──────── Supplied data ────────

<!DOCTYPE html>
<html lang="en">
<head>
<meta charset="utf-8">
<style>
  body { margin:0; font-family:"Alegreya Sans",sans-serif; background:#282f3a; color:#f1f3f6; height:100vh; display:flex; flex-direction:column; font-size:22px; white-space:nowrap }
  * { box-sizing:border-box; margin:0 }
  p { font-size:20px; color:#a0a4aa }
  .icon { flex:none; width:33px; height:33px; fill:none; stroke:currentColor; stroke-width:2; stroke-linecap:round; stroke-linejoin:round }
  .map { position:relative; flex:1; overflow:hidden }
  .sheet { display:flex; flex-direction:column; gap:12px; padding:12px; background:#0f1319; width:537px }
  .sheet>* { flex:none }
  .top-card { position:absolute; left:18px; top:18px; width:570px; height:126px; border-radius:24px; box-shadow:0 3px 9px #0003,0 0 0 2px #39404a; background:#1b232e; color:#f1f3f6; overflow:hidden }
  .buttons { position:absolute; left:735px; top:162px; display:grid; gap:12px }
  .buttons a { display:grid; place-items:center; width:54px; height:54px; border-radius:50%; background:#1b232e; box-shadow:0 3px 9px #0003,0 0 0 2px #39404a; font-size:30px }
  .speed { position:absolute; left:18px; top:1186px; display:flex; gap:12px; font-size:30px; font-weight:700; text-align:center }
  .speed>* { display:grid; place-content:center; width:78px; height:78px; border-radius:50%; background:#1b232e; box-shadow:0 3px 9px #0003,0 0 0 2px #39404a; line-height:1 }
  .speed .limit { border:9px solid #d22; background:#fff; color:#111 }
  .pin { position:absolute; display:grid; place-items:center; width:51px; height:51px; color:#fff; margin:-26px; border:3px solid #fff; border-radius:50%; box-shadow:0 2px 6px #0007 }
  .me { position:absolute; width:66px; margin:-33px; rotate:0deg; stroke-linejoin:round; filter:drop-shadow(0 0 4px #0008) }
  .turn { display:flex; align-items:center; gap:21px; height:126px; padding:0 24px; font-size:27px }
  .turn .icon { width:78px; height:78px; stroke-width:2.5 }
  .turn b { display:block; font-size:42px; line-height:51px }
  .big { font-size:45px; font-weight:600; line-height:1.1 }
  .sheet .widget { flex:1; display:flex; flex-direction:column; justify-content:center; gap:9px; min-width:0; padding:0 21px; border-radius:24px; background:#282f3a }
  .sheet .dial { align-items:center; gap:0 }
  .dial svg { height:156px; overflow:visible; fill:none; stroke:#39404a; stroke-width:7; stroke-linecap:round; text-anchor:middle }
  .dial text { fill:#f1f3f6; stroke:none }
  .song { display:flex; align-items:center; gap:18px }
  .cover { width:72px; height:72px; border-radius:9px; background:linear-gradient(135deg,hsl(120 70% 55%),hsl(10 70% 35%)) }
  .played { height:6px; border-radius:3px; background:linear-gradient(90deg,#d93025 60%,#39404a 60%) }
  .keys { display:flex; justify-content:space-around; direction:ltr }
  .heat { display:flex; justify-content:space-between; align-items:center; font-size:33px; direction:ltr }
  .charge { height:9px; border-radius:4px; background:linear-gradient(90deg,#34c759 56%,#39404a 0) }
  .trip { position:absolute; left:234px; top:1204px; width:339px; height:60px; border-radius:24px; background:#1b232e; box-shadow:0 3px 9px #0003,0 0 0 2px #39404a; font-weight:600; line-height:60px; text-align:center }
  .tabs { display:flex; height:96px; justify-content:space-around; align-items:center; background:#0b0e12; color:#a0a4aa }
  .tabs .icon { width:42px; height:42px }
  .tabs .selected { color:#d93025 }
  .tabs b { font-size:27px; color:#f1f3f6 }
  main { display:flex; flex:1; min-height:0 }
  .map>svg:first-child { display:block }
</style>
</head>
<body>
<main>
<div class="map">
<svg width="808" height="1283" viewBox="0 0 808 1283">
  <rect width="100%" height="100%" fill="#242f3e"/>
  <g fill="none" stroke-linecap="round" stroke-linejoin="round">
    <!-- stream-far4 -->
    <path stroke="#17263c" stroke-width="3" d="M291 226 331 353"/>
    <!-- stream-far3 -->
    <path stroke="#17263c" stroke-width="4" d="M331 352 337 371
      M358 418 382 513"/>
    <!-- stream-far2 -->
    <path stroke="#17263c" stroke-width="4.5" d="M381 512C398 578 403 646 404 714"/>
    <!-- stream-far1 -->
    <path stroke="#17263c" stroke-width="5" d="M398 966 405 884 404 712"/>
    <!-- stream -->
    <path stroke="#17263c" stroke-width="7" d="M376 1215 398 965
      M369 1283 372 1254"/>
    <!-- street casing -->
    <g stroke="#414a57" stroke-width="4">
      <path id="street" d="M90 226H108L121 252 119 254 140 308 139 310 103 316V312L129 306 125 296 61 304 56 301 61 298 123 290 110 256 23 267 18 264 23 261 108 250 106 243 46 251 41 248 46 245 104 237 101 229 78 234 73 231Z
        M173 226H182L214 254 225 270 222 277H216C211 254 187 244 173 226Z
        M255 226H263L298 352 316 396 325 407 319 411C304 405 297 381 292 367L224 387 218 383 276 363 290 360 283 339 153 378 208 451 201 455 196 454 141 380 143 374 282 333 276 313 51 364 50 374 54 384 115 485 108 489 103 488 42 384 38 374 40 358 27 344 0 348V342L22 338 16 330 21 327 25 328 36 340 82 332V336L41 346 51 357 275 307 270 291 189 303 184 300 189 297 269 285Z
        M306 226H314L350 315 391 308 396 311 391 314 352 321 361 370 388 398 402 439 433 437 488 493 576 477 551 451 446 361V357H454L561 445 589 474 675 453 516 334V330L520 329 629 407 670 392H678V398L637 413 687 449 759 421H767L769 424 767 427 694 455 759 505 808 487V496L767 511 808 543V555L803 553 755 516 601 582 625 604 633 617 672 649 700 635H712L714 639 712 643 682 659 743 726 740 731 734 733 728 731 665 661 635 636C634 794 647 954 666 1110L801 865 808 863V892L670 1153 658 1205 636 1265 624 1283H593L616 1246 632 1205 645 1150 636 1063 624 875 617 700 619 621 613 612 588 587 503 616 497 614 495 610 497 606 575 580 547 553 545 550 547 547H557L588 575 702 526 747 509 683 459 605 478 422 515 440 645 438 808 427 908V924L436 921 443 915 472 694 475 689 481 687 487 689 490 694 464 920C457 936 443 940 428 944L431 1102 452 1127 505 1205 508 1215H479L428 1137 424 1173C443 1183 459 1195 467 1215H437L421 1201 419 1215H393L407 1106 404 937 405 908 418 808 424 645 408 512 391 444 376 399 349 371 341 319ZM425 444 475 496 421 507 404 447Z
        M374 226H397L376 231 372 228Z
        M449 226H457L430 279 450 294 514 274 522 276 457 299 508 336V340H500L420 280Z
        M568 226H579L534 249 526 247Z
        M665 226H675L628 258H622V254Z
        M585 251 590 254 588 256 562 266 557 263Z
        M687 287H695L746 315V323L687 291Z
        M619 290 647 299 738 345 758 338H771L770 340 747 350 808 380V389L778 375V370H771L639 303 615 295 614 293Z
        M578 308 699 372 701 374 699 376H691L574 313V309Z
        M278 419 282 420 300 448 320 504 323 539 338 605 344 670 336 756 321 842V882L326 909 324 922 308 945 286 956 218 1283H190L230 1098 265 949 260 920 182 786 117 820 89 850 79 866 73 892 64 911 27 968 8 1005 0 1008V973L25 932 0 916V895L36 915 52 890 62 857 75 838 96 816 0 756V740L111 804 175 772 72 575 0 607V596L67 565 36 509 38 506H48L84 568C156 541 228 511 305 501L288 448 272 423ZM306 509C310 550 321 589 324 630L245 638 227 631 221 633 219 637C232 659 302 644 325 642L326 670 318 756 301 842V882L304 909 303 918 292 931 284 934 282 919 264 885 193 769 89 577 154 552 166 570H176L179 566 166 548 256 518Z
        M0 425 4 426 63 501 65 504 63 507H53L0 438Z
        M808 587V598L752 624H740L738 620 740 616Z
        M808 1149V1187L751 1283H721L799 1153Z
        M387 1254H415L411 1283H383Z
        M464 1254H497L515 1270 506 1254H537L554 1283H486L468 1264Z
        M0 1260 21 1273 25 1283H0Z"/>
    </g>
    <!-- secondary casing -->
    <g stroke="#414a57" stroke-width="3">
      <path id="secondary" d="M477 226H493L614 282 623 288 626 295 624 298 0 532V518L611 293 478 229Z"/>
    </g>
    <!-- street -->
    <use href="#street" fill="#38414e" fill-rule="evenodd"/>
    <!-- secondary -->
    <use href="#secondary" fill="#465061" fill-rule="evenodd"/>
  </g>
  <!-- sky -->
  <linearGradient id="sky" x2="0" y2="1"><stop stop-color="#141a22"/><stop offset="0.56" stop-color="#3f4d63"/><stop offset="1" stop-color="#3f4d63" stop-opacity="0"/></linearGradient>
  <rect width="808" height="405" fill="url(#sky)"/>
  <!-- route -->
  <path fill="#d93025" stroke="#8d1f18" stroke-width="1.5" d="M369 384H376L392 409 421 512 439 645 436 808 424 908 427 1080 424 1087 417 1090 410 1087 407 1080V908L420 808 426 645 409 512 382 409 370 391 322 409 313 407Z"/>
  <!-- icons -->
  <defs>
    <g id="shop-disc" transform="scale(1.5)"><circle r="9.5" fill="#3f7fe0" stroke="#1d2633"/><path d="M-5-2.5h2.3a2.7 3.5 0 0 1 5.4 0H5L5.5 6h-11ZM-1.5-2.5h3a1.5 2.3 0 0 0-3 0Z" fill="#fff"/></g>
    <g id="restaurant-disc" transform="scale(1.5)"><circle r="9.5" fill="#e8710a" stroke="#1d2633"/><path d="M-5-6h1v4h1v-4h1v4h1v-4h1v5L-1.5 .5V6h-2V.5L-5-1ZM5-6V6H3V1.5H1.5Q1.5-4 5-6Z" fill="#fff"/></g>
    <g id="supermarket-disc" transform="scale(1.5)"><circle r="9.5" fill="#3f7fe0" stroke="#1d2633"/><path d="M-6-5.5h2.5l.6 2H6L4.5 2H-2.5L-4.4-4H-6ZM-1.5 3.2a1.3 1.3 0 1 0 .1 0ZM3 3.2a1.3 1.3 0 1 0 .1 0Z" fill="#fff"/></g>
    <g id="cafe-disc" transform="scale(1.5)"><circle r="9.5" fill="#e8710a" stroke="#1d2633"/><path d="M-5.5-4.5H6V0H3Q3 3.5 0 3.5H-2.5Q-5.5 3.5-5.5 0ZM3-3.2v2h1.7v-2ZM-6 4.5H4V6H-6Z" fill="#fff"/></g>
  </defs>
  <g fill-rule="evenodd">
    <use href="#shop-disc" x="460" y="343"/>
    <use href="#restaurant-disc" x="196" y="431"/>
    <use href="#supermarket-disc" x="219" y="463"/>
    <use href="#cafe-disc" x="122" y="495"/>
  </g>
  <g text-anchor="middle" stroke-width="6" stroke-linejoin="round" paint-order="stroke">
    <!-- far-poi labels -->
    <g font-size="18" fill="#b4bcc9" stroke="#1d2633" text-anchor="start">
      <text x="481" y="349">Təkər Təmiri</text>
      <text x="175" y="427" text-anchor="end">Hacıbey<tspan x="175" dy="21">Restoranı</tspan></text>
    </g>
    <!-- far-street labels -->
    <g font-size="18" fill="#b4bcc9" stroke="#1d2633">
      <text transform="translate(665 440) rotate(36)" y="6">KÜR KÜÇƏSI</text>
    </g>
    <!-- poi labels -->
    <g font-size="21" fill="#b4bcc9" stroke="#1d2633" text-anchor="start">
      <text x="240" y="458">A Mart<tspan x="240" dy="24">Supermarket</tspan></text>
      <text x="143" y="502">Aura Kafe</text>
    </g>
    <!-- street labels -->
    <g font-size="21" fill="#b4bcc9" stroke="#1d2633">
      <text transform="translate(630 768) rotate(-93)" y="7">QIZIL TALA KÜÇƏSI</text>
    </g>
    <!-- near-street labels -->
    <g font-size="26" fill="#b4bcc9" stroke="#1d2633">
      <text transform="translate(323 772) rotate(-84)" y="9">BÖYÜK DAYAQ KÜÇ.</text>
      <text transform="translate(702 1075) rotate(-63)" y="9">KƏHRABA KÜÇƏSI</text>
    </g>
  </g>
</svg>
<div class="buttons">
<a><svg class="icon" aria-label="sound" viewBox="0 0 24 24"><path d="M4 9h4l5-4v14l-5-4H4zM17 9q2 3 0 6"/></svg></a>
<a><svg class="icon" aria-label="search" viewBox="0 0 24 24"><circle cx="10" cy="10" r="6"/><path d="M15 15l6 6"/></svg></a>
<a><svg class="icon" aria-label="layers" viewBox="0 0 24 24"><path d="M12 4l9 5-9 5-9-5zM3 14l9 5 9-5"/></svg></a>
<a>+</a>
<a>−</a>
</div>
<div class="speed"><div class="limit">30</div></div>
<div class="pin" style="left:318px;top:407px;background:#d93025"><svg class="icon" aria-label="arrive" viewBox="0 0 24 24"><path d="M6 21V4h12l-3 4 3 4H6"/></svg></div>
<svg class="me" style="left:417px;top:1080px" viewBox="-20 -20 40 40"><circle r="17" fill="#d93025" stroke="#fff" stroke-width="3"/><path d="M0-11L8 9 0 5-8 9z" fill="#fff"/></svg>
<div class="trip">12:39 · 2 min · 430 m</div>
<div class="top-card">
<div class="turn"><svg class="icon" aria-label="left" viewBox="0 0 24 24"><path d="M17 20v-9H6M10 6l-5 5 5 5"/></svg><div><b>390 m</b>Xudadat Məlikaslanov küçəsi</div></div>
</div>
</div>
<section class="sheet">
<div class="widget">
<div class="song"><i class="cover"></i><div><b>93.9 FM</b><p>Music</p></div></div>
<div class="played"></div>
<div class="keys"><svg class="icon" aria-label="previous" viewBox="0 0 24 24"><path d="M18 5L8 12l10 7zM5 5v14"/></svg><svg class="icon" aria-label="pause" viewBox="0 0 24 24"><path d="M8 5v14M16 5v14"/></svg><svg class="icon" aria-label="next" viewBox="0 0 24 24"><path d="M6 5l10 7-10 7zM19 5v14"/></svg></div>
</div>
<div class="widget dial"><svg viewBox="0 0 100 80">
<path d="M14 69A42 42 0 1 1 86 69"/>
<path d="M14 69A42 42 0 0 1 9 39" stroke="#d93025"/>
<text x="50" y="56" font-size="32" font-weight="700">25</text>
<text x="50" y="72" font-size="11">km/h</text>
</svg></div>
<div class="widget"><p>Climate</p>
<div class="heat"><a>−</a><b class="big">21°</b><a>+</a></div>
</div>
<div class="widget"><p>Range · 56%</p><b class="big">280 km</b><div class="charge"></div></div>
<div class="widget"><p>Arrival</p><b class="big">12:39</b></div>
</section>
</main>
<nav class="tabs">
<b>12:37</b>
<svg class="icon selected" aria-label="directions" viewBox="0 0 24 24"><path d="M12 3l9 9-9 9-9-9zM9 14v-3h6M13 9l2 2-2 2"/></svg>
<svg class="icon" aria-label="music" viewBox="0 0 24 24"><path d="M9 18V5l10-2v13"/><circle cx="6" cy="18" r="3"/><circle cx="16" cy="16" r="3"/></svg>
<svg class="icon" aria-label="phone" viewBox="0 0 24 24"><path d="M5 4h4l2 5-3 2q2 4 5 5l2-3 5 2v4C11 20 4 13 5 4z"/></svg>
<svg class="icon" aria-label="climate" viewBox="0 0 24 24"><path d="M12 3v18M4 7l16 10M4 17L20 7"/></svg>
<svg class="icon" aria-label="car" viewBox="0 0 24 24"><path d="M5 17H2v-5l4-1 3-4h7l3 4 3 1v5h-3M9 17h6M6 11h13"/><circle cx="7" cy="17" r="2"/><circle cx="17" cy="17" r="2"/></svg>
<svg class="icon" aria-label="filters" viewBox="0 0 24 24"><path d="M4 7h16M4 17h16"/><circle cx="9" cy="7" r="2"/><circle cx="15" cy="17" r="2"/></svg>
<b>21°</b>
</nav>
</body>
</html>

────────

**Task**
Give back exactly the lines from the first line of the records through the line holding "display:flex; flex-direction:column; gap:12px;", including both of those lines and leaving out all others.

**Answer**
<!DOCTYPE html>
<html lang="en">
<head>
<meta charset="utf-8">
<style>
  body { margin:0; font-family:"Alegreya Sans",sans-serif; background:#282f3a; color:#f1f3f6; height:100vh; display:flex; flex-direction:column; font-size:22px; white-space:nowrap }
  * { box-sizing:border-box; margin:0 }
  p { font-size:20px; color:#a0a4aa }
  .icon { flex:none; width:33px; height:33px; fill:none; stroke:currentColor; stroke-width:2; stroke-linecap:round; stroke-linejoin:round }
  .map { position:relative; flex:1; overflow:hidden }
  .sheet { display:flex; flex-direction:column; gap:12px; padding:12px; background:#0f1319; width:537px }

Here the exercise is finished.